Search code examples
pythonsubprocesspython-asynciopython-multithreadinginotifywait

Safely pass data from a subprocess into async task with asyncio.Queue


I have a directory structure in an Amazon Linux EC2 instance. I would like to have a Python script asynchronously monitor this directory (and all subdirectories) for file creations.

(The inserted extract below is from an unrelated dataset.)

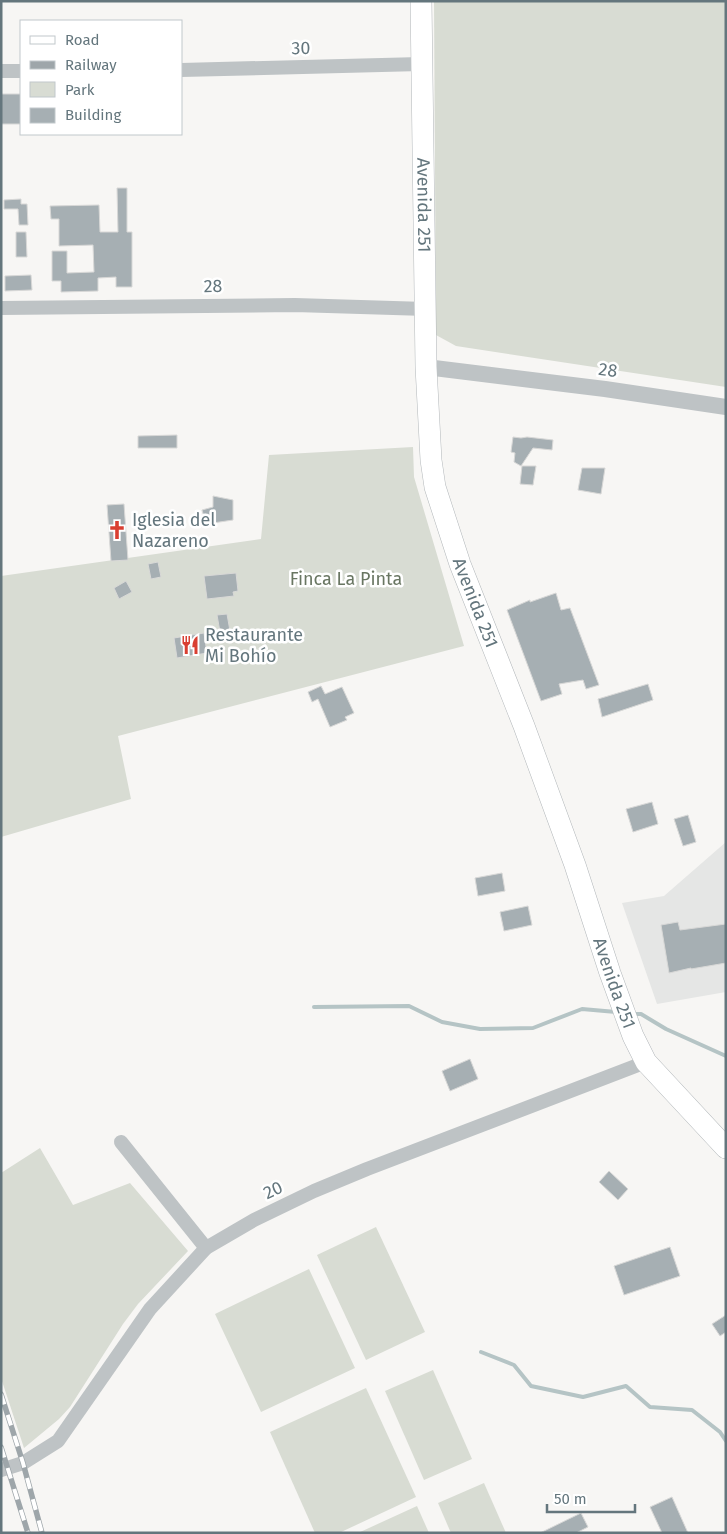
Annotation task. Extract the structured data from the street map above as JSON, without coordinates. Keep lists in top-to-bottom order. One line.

I've decided to run inotifywait in a subprocess and pass the output into an async Task for processing. I run the subprocess and monitor the output in its own thread, and pass the stdout into an asyncio.Queue() using put_nowait() which is watched by an asyncio Task running on the main thread.

import asyncio
import subprocess
import threading

def watch_dir(dir_to_watch: str, output_queue: asyncio.Queue):
    inotify_cmd = f'sudo inotifywait -e create -m -r {dir_to_watch}'
    proc = subprocess.Popen(inotify_cmd,
                            stdout=subprocess.PIPE,
                            shell=True)

    while True:
        line = proc.stdout.readline().rstrip()
        if not line:
            break
        output_queue.put_nowait(line)


async def process_lines(input_queue: asyncio.Queue):
    while True:
        line = await input_queue.get()
        # do stuff with line

if __name__ == '__main__':
    q = asyncio.Queue()
    dir_watch_thread = threading.Thread(target=watch_dir, args=(_dir_to_watch, q))
    dir_watch_thread.start()
    asyncio.run(process_lines(q))

Is there a better, more performant/resource efficient way to do this? Is this even a safe usage of asyncio.Queue()? I've read things about janus, which describes itself as the safe way to pass data through a queue between synchronous and asynchronous contexts. Do I need to use such a data structure (and why)? I don't want to include an additional dependency if I do not have to.


Solution

  • Is this even a safe usage of asyncio.Queue?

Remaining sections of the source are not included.